_Exercise requirements_. Using the entries below, show all lines with the string "buttons".

-- Material for the task follows --

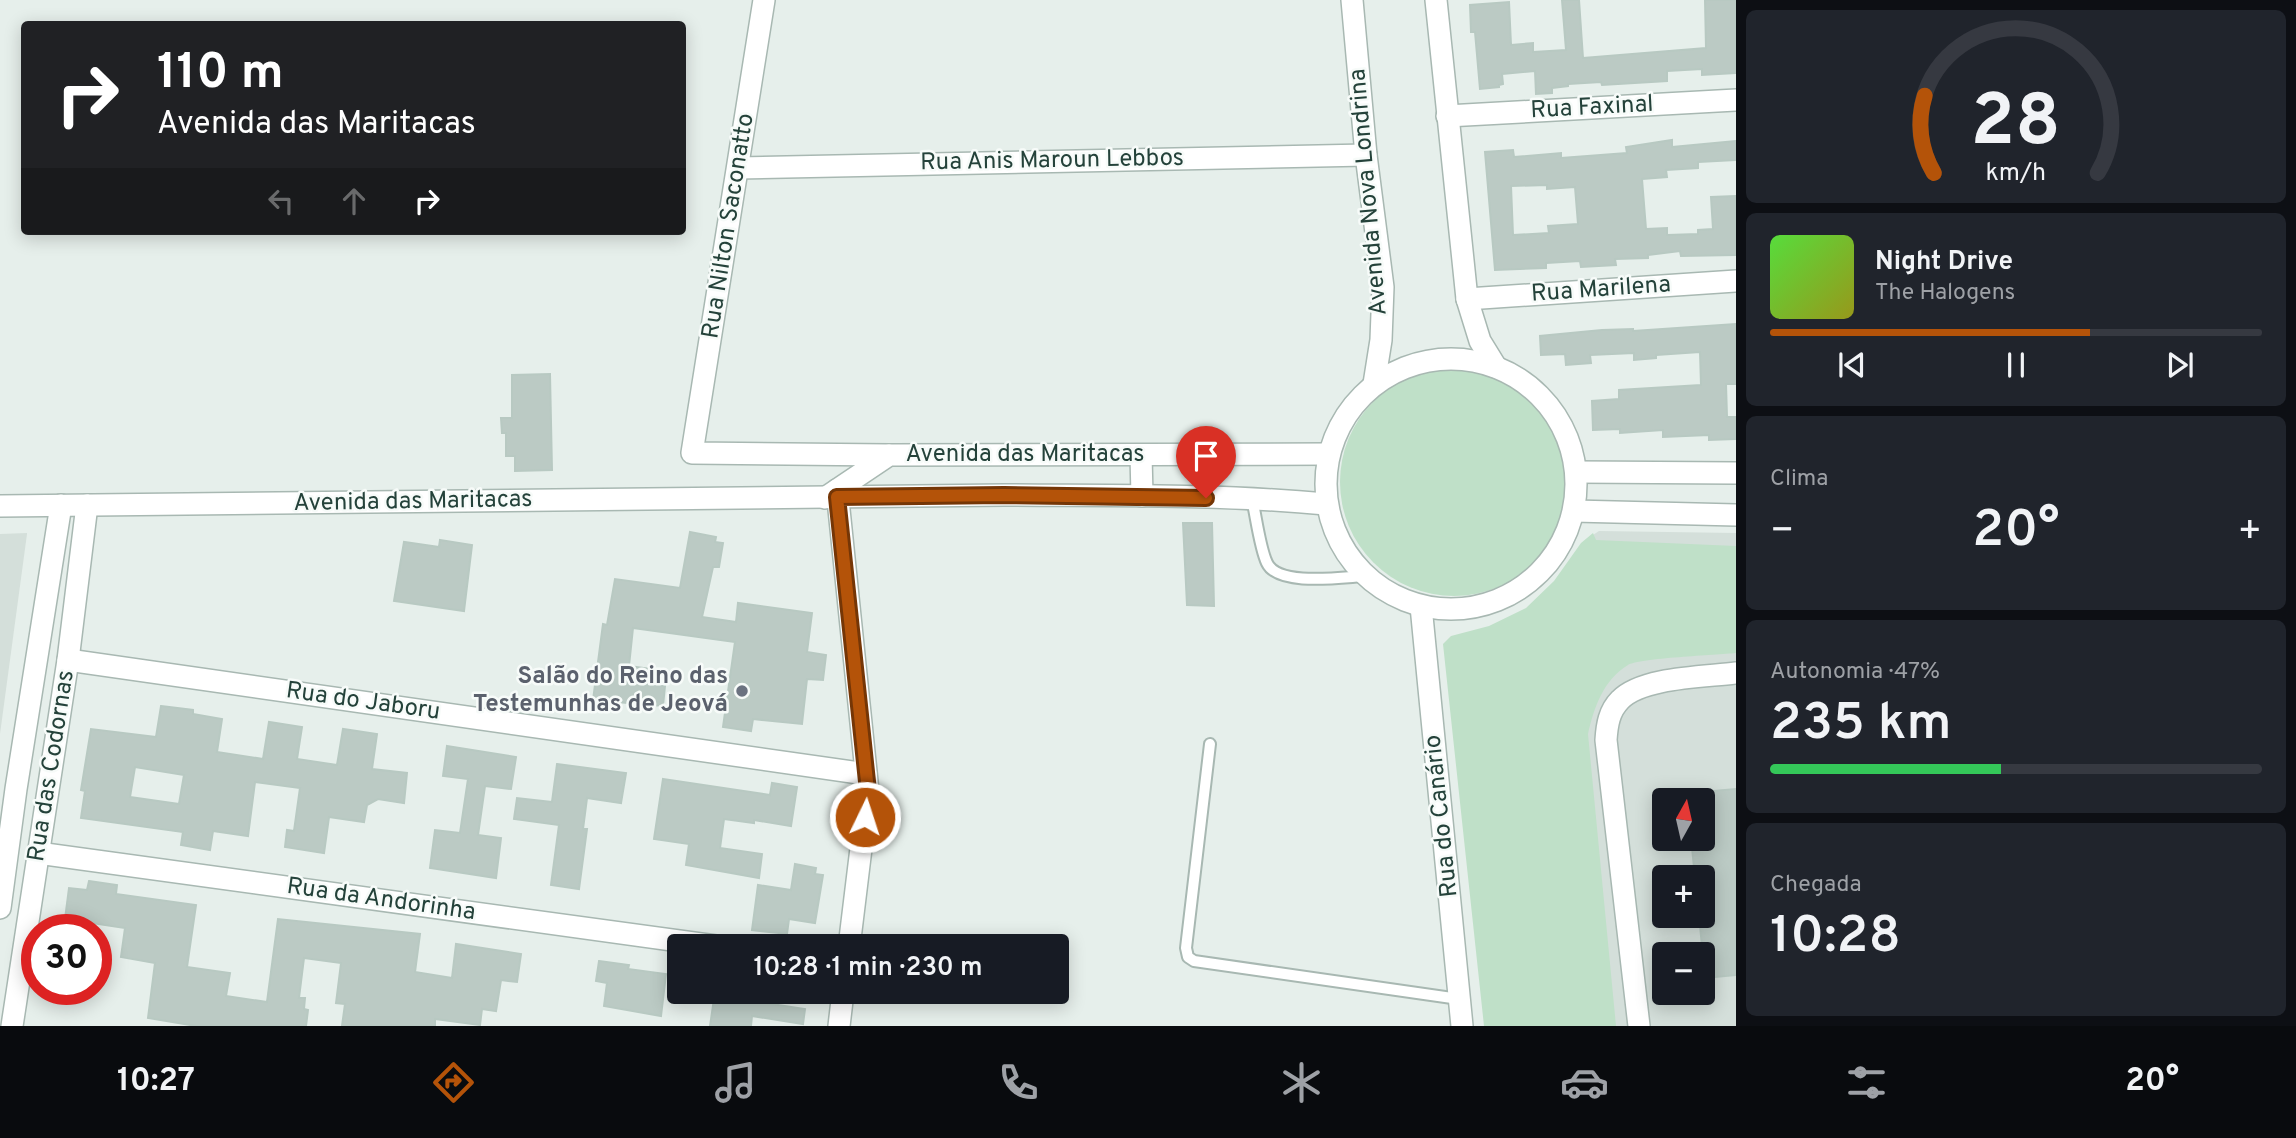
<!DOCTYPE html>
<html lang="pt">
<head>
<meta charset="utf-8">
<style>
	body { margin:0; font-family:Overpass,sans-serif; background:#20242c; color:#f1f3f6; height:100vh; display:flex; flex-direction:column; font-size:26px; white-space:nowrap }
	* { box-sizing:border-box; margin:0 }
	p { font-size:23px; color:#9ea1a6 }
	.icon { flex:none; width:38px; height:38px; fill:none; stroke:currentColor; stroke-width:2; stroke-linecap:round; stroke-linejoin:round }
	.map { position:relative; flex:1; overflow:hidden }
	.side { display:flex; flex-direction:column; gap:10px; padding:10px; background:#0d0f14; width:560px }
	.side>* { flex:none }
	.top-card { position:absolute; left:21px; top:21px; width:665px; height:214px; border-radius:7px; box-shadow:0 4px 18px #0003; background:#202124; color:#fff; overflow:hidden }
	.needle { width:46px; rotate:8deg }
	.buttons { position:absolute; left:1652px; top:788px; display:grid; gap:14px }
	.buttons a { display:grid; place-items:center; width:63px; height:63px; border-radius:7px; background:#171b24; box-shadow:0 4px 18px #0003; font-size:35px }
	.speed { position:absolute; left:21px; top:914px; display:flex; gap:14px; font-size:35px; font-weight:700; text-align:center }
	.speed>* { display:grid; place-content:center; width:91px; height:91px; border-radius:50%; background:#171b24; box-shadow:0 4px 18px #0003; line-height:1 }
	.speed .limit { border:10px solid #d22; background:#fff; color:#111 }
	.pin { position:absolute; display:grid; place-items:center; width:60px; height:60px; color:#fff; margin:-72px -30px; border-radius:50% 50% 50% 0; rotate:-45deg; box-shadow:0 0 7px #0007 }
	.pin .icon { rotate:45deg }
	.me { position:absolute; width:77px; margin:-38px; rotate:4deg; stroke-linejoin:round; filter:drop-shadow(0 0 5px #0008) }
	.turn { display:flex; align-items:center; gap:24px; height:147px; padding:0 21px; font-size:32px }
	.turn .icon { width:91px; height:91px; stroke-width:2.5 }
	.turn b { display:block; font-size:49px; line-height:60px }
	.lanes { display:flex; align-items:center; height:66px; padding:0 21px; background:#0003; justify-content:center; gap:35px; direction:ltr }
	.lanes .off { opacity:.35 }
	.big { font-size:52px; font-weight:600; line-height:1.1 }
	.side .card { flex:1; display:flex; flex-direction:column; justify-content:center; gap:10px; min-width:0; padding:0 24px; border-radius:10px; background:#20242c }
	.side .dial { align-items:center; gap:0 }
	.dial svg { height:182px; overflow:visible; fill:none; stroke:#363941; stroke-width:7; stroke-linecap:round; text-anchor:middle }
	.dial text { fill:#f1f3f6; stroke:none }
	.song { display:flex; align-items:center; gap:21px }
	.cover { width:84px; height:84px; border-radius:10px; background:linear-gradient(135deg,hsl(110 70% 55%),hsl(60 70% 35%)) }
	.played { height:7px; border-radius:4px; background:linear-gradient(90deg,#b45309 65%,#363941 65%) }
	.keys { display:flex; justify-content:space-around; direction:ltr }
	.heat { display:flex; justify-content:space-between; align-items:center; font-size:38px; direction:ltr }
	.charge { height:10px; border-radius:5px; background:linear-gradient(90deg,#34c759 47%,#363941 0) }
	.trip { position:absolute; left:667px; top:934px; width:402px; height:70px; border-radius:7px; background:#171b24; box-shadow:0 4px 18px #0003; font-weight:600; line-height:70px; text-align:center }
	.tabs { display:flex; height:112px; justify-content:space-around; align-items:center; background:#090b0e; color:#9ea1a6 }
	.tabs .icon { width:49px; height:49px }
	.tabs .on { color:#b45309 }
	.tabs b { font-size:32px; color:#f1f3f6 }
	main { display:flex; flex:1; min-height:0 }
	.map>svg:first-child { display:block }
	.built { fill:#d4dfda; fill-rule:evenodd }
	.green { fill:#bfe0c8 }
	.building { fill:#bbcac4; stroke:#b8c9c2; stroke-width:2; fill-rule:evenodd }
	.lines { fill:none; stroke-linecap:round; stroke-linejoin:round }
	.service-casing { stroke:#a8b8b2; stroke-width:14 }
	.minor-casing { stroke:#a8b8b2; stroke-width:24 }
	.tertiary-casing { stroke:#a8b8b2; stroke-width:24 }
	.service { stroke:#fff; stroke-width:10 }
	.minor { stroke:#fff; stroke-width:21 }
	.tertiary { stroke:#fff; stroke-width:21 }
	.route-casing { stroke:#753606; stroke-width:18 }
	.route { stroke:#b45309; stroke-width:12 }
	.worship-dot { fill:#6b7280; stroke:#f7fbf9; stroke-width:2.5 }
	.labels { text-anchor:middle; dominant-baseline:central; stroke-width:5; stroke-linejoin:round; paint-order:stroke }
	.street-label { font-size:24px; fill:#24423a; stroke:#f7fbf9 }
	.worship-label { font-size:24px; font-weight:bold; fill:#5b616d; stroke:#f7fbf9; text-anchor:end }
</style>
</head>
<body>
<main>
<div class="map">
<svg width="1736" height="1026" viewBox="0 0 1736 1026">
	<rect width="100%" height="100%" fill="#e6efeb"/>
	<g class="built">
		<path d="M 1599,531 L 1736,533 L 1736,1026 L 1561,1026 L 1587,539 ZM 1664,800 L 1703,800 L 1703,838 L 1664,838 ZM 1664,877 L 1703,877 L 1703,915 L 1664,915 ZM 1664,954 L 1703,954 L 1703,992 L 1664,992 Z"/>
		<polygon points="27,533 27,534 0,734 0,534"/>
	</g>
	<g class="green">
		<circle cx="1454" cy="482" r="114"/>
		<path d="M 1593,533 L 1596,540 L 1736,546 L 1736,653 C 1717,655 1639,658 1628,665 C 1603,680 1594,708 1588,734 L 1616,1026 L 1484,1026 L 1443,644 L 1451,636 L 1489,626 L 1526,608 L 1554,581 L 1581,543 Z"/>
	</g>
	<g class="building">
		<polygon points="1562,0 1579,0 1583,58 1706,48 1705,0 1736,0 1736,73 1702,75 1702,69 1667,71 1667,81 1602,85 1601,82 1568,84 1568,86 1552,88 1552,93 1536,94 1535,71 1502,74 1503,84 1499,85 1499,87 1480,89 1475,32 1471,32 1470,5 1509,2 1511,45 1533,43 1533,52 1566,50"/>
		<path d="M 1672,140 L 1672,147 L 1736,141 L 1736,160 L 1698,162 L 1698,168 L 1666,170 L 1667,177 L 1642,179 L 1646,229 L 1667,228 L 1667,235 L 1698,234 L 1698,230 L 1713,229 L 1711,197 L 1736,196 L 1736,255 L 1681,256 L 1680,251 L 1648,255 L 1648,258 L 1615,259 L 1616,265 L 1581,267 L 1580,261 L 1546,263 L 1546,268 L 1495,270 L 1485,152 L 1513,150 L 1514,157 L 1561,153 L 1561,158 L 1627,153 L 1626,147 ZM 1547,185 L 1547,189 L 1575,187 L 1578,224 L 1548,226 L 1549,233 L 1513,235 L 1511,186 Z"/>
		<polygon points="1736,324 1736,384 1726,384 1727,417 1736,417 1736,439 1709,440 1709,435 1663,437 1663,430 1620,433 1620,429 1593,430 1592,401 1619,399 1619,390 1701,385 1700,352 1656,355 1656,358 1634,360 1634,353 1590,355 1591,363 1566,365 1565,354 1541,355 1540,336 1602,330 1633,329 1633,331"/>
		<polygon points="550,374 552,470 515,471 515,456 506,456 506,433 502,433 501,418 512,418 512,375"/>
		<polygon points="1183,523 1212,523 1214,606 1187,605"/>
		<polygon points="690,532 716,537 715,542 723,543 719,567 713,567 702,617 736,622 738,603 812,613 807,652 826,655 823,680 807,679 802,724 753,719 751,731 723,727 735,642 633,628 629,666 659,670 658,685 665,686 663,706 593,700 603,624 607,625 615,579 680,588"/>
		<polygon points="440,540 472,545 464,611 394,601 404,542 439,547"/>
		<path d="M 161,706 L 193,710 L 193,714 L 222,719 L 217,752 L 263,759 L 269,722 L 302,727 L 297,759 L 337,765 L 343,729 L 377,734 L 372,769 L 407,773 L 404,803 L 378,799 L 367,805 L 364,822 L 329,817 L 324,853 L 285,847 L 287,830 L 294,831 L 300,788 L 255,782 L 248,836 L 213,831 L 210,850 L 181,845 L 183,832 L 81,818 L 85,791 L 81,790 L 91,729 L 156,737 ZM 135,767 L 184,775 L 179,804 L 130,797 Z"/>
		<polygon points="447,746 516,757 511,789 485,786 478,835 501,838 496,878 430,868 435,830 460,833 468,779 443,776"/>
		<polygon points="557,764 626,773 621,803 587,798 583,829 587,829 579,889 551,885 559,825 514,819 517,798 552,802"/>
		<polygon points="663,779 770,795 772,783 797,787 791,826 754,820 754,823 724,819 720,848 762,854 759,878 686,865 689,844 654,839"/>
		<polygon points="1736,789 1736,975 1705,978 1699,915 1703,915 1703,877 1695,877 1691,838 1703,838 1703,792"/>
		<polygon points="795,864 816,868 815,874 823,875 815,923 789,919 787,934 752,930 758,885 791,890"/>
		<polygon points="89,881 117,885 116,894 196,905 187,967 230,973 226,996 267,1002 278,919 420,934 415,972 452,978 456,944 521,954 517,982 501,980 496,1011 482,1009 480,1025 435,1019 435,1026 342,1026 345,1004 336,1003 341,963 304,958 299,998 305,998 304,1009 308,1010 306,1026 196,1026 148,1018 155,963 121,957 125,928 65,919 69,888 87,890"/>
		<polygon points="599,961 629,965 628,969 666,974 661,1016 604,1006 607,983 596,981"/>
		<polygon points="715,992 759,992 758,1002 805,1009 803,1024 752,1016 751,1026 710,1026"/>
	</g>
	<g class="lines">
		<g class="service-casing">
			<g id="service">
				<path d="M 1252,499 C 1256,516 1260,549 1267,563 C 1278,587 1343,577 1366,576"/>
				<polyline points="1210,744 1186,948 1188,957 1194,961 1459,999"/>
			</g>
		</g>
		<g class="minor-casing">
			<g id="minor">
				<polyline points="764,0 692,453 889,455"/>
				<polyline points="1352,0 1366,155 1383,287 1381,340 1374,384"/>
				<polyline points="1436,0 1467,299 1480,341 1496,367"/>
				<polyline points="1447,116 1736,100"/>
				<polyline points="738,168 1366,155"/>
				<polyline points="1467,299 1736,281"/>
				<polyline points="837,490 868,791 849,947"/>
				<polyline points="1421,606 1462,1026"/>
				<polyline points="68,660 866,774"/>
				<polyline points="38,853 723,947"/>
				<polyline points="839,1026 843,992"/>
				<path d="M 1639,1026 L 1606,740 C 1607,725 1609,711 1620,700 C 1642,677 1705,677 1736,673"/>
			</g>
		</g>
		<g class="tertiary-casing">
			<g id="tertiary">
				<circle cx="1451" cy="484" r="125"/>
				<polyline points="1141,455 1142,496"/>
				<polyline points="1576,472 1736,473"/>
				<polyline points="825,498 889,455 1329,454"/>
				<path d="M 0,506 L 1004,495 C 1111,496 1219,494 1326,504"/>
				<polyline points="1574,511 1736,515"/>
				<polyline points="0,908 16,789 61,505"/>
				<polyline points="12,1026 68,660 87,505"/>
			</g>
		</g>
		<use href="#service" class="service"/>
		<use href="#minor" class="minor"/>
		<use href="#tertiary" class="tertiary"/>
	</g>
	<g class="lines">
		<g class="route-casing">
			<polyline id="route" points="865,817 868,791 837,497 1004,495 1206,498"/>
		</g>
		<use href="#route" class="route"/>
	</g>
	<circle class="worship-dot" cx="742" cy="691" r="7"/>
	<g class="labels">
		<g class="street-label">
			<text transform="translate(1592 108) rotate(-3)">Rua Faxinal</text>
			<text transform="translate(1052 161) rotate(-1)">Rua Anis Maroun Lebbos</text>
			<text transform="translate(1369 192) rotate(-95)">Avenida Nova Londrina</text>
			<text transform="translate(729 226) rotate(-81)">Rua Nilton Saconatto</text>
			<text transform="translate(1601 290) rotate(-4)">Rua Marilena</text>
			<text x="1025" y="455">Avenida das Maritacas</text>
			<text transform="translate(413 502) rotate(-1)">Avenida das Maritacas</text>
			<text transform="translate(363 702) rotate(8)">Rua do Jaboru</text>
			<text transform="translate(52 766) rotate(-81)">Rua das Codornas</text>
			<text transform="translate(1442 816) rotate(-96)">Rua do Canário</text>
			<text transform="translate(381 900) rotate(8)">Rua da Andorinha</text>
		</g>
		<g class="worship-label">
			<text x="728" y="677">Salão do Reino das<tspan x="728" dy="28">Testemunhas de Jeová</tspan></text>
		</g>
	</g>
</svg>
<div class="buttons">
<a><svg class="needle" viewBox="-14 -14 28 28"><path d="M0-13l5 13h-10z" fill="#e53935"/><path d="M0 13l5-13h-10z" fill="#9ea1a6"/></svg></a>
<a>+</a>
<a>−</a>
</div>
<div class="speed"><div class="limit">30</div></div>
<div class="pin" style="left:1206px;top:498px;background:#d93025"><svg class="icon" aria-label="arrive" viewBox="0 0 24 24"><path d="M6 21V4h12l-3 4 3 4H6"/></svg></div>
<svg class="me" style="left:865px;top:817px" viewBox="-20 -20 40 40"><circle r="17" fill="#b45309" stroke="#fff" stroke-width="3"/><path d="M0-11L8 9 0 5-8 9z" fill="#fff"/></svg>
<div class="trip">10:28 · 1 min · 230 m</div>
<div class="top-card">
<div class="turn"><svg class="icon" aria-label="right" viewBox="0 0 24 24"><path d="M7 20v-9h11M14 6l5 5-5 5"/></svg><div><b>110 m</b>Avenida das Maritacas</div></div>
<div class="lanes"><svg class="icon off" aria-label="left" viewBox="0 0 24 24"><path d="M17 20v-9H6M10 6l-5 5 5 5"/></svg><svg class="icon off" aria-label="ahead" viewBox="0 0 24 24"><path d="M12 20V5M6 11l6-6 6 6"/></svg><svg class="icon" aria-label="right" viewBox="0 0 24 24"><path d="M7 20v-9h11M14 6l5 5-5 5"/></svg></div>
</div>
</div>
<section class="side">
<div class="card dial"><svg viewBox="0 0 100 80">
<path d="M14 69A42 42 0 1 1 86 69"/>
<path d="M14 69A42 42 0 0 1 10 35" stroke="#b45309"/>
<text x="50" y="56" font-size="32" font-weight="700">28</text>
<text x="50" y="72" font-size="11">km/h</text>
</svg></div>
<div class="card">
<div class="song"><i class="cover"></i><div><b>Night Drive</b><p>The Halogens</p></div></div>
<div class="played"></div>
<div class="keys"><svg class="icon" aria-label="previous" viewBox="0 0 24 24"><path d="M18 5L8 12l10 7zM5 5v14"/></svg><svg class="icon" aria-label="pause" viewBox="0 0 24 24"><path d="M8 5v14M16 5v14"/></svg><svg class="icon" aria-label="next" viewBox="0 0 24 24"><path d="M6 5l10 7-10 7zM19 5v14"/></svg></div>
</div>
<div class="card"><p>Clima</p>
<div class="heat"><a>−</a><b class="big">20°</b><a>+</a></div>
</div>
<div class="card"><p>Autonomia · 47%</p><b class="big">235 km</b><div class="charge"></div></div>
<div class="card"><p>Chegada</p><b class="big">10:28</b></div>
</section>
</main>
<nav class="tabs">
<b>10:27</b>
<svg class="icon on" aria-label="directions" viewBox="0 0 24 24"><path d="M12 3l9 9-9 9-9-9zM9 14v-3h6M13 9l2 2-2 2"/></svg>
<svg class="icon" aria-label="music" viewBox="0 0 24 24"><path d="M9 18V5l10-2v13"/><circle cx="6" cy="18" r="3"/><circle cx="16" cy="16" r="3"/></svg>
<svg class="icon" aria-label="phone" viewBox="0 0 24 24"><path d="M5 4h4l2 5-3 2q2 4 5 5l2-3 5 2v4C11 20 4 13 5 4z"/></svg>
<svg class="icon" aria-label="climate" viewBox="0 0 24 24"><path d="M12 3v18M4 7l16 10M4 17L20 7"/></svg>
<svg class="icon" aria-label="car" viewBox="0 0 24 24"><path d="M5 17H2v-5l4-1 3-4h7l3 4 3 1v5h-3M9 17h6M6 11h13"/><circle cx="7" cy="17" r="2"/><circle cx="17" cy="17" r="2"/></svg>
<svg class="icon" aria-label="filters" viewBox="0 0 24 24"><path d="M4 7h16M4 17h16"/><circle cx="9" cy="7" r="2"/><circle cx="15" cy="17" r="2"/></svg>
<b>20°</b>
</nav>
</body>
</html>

-- Material for the task concluded --

_Expected answer_.
	.buttons { position:absolute; left:1652px; top:788px; display:grid; gap:14px }
	.buttons a { display:grid; place-items:center; width:63px; height:63px; border-radius:7px; background:#171b24; box-shadow:0 4px 18px #0003; font-size:35px }
<div class="buttons">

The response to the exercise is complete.